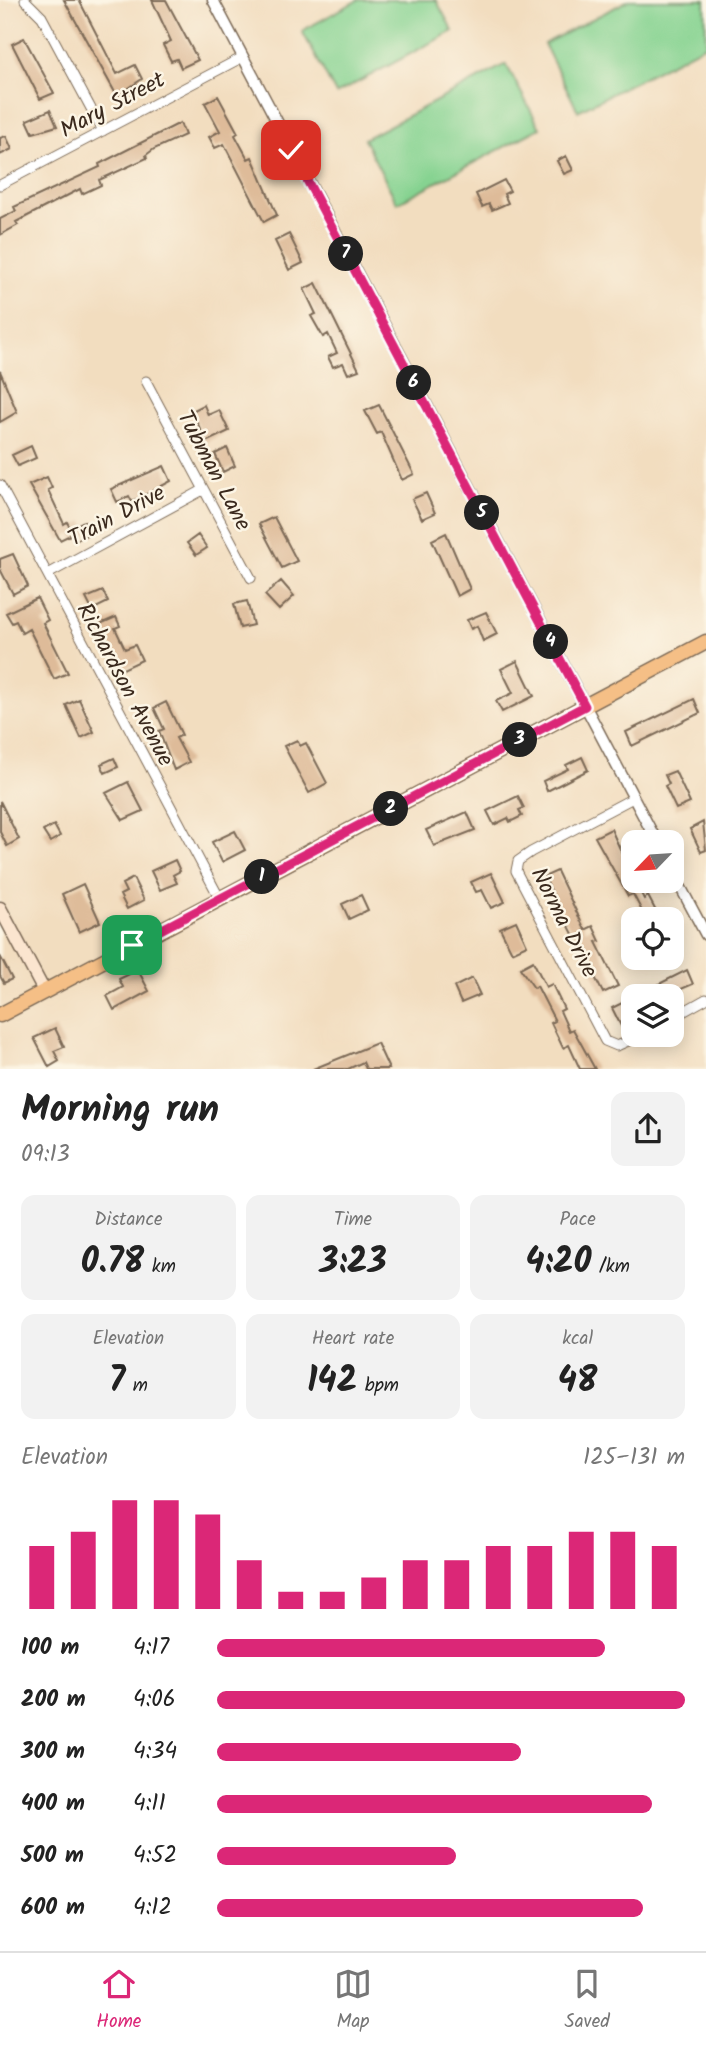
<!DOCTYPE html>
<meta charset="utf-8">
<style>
body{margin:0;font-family:Kalam,sans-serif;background:#f2f2f2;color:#222;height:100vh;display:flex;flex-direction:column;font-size:26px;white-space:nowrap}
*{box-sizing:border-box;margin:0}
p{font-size:23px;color:#767676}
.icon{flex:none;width:38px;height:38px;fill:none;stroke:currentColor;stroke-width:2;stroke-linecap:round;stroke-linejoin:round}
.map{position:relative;height:1069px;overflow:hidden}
.drawer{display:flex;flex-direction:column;background:#fff;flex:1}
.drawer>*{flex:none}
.needle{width:46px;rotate:245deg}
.controls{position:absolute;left:621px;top:830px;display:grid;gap:14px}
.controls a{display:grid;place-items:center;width:63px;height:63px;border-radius:14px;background:#fff;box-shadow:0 4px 18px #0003;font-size:35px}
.pin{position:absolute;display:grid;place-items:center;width:60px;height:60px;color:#fff;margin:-30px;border-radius:14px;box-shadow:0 4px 10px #0006}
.km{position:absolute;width:35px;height:35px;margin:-18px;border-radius:50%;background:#222;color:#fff;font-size:19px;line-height:35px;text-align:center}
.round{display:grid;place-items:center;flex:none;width:74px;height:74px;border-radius:14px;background:#f2f2f2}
.overview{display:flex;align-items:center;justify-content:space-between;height:119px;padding:0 21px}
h1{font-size:38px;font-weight:700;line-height:52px}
.metrics{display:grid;grid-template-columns:repeat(3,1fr);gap:10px;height:119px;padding:7px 21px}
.metrics div{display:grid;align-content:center;border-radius:14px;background:#f2f2f2;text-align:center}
.metrics b{font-size:35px;font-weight:700}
.metrics small{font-size:19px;font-weight:400}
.metrics p{font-size:19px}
.chart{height:196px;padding:14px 21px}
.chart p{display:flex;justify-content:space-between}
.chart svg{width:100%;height:126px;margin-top:7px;stroke:#db2777;stroke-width:6}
ul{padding:0 21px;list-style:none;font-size:23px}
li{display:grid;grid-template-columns:112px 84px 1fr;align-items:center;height:52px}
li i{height:18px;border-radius:9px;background:#db2777}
.tabs{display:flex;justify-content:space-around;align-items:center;height:98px;border-top:2px solid #e0e0e0;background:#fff;font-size:19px;color:#767676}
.tabs a{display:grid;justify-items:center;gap:4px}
.tabs .active{color:#db2777}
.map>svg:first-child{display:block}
.green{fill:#86d391;stroke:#607e58;stroke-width:2}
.building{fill:#debb99}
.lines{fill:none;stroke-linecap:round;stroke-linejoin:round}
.minor-casing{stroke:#7b6956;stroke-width:11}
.tertiary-casing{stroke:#7b6956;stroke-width:13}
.secondary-casing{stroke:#7b6956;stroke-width:15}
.primary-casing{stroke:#7b6956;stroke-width:17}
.minor{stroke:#fff;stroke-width:9}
.tertiary{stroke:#fff;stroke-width:10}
.secondary{stroke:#fbe5cf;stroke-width:12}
.primary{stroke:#f5bf86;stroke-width:14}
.route-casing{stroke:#fff;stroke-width:14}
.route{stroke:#db2777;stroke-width:9}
.labels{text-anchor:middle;stroke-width:5;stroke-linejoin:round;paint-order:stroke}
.street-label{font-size:23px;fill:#3b2a1e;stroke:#fcf5e5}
</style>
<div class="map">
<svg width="706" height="1069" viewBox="0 0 706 1069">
<rect width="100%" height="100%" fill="#fcf5e5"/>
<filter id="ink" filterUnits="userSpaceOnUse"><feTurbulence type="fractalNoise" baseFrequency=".0143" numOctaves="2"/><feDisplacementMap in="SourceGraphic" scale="14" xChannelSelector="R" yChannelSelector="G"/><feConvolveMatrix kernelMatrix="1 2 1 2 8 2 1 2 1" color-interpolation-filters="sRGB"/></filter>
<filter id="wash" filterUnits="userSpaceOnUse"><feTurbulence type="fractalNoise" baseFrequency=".00686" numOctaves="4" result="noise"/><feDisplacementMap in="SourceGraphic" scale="28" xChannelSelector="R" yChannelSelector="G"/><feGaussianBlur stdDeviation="1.57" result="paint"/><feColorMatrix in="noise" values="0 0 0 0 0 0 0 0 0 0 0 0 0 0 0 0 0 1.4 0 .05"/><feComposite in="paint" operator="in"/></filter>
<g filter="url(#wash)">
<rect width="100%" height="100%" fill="#f2ddbf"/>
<path class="green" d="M 358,0 L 436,0 L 453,31 L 336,94 L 302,31 Z
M 629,0 L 705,0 L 706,45 L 578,111 L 544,44 Z
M 506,64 L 540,128 L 397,203 L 364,139 Z"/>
<g id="blocks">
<path class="building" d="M 64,0 L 79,0 L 117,74 L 135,65 L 142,79 L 117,96 Z
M 152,0 L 166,0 L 198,60 L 181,68 L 177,59 L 171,61 L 163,45 L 171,41 Z
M 24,38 L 54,93 L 40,99 L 12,44 Z
M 218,96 L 238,133 L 235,135 L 248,159 L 252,157 L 277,215 L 264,222 L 224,144 L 215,148 L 209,137 L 220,131 L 205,103 Z
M 50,110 L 57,126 L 33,133 L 27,120 Z
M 180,123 L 185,135 L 154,149 L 146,155 L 147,158 L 99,180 L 101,185 L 82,194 L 80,189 L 16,222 L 18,225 L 0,235 L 0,219 L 16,211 L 14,207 L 100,167 L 99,164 Z
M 6,136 L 12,149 L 0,155 L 0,138 Z
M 566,156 L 573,170 L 564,174 L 557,161 Z
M 504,180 L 510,191 L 504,194 L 508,203 L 492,210 L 489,204 L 482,207 L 476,194 Z
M 289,234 L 303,263 L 289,270 L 275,241 Z
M 316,283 L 359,370 L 348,374 L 343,363 L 333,367 L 328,357 L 337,353 L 328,334 L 323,337 L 311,316 L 316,314 L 304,289 Z
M 0,371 L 17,412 L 0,422 Z
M 204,405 L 208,415 L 219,410 L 229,431 L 206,442 L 192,411 Z
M 379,405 L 414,474 L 402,480 L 381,432 L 377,434 L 365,411 Z
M 31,446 L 36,458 L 18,466 L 12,455 Z
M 227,448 L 235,466 L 223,472 L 215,454 Z
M 164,466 L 171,481 L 132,502 L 129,496 L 117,502 L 111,489 Z
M 47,477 L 52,488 L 48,490 L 64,524 L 67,522 L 70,528 L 84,521 L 90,533 L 75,541 L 72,534 L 60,540 L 29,485 Z
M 426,493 L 435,513 L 422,519 L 412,499 Z
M 274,517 L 297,561 L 282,568 L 259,524 Z
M 446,533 L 470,589 L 457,596 L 432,540 Z
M 198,535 L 207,548 L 196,555 L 187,543 Z
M 13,554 L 28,586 L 13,594 L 0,569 L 0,559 Z
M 281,581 L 294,596 L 279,610 L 265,595 Z
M 103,591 L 108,602 L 92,610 L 86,598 Z
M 37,598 L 48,620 L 43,623 L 68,673 L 54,679 L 29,629 L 22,633 L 16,621 L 12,623 L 6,613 Z
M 247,601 L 253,625 L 240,628 L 234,604 Z
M 486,612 L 497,634 L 483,641 L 477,626 L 471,629 L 467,620 Z
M 116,617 L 120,626 L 115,628 L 125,649 L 135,645 L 142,660 L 121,670 L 100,624 Z
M 517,661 L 534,696 L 502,712 L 496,701 L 513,693 L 501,669 Z
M 79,699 L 94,732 L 81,738 L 66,705 Z
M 694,699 L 700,713 L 632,746 L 626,732 Z
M 166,702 L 182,735 L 176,738 L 189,762 L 174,770 L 159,731 L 164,729 L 154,708 Z
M 297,740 L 300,746 L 306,743 L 327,783 L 309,793 L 284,746 Z
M 582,757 L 588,770 L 547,791 L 543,781 L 568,769 L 566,765 Z
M 114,758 L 118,767 L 105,773 L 101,764 Z
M 675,771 L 690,803 L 676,809 L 665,786 L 669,784 L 665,775 Z
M 128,782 L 143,811 L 123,820 L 106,793 Z
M 518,796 L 524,808 L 519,810 L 522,816 L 510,822 L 508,818 L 494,825 L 487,811 Z
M 0,801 L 19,839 L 7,846 L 0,832 Z
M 467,812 L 475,830 L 434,846 L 426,830 Z
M 703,822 L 706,850 L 701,852 L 690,829 Z
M 54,825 L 60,836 L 50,842 L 43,831 Z
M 611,829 L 634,880 L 644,899 L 648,896 L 660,919 L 632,919 L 643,913 L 633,894 L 628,896 L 595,837 Z
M 235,831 L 245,850 L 222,862 L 212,842 Z
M 175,860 L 180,871 L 173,875 L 177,883 L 160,890 L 151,871 Z
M 557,871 L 585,930 L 593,926 L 600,941 L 596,942 L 618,986 L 603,993 L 544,877 Z
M 491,873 L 505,902 L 491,908 L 482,890 L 476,892 L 471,882 Z
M 133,878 L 144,900 L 127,909 L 120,895 L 126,892 L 122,884 Z
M 83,884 L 100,922 L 79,932 L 62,894 Z
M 361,895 L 368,910 L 349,919 L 342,904 Z
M 516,921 L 527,945 L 512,952 L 500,928 Z
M 0,956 L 12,979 L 4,983 L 0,976 Z
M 533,961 L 546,987 L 552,984 L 564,1009 L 560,1011 L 569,1031 L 573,1029 L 595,1069 L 580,1069 L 569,1045 L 563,1048 L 551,1023 L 555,1021 L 537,986 L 534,988 L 520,968 Z
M 138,970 L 149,991 L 114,1010 L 107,996 L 123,987 L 119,979 Z
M 687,970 L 693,984 L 665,996 L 659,984 Z
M 472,978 L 480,995 L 461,1003 L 454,987 Z
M 626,1001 L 634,1020 L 621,1026 L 612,1008 Z
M 55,1028 L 64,1047 L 54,1051 L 59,1061 L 49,1067 L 34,1038 Z
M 377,1043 L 389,1069 L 366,1069 L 363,1062 L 348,1069 L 313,1069 Z"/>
</g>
</g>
<g filter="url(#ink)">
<use href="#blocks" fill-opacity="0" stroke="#7b6956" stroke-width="2"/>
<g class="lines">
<g class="minor-casing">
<path id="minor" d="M 25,0 L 42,17 L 103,131
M 0,185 L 243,57
M 146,381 L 251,578
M 0,485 L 220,899
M 48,574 L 203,490
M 633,798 L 531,852 L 518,861 L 516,871 L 605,1041 L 617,1046 L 644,1034
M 672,1018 L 706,999"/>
</g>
<g class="tertiary-casing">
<path id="tertiary" d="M 213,0 L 657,842
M 672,871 L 706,935"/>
</g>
<g class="secondary-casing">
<path id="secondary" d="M 0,908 L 44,991"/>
</g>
<g class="primary-casing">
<path id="primary" d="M 0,1015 L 706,642"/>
</g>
<use href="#minor" class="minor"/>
<use href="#tertiary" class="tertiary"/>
<use href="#secondary" class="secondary"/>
<use href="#primary" class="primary"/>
</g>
</g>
<g class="lines" filter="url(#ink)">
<g class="route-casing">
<path id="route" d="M 132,945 L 585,706 L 291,150"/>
</g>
<use href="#route" class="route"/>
</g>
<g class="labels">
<g class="street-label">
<text transform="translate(112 104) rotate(-28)" y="8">Mary Street</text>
<text transform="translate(215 470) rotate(62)" y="8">Tubman Lane</text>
<text transform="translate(116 515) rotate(-28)" y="8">Train Drive</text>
<text transform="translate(126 684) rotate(62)" y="8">Richardson Avenue</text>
<text transform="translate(565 922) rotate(63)" y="8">Norma Drive</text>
</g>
</g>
</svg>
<div class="controls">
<a><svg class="needle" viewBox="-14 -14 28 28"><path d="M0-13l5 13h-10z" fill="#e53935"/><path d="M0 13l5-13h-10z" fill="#767676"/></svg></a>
<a><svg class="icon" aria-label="locate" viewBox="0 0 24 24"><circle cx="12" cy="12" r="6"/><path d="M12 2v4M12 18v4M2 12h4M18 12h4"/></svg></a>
<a><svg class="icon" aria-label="layers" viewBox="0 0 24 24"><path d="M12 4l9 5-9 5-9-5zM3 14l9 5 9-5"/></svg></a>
</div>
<div class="pin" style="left:132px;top:945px;background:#1e9e55"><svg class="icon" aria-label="arrive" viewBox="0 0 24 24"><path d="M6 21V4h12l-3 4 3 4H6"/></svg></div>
<div class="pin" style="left:291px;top:150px;background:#d93025"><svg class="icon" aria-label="check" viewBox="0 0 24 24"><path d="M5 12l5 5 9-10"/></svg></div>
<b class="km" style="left:262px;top:877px">1</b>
<b class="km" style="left:391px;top:809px">2</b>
<b class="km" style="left:520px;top:740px">3</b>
<b class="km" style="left:551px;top:642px">4</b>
<b class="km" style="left:482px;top:513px">5</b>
<b class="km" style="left:414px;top:383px">6</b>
<b class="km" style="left:346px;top:254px">7</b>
</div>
<section class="drawer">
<div class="overview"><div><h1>Morning run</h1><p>09:13</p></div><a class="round"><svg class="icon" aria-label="share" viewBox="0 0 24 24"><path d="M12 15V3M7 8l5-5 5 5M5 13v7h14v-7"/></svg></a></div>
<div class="metrics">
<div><p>Distance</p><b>0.78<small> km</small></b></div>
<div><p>Time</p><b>3:23</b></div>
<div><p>Pace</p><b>4:20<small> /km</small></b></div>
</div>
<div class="metrics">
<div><p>Elevation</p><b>7<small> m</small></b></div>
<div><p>Heart rate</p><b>142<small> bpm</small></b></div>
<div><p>kcal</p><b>48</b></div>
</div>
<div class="chart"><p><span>Elevation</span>125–131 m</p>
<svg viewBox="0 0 160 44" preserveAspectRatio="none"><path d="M5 44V22M15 44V17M25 44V6M35 44V6M45 44V11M55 44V27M65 44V38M75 44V38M85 44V33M95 44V27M105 44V27M115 44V22M125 44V22M135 44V17M145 44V17M155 44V22"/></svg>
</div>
<ul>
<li><b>100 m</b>4:17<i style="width:83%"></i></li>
<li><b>200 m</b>4:06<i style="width:100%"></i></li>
<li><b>300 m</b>4:34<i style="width:65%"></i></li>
<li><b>400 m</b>4:11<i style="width:93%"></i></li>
<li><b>500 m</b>4:52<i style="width:51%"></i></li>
<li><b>600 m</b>4:12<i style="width:91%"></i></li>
</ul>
</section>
<nav class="tabs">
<a class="active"><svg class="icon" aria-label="home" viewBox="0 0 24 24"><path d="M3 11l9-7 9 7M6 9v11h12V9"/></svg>Home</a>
<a><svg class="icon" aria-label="map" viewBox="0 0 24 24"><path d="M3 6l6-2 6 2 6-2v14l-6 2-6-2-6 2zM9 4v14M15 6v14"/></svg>Map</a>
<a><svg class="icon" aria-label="saved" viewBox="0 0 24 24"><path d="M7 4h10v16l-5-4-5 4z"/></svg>Saved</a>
</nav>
++++++++
WHAT IS BEING ASKED: Search term "linecap": return each line of the data that contains it.

RESPONSE BOX:
.icon{flex:none;width:38px;height:38px;fill:none;stroke:currentColor;stroke-width:2;stroke-linecap:round;stroke-linejoin:round}
.lines{fill:none;stroke-linecap:round;stroke-linejoin:round}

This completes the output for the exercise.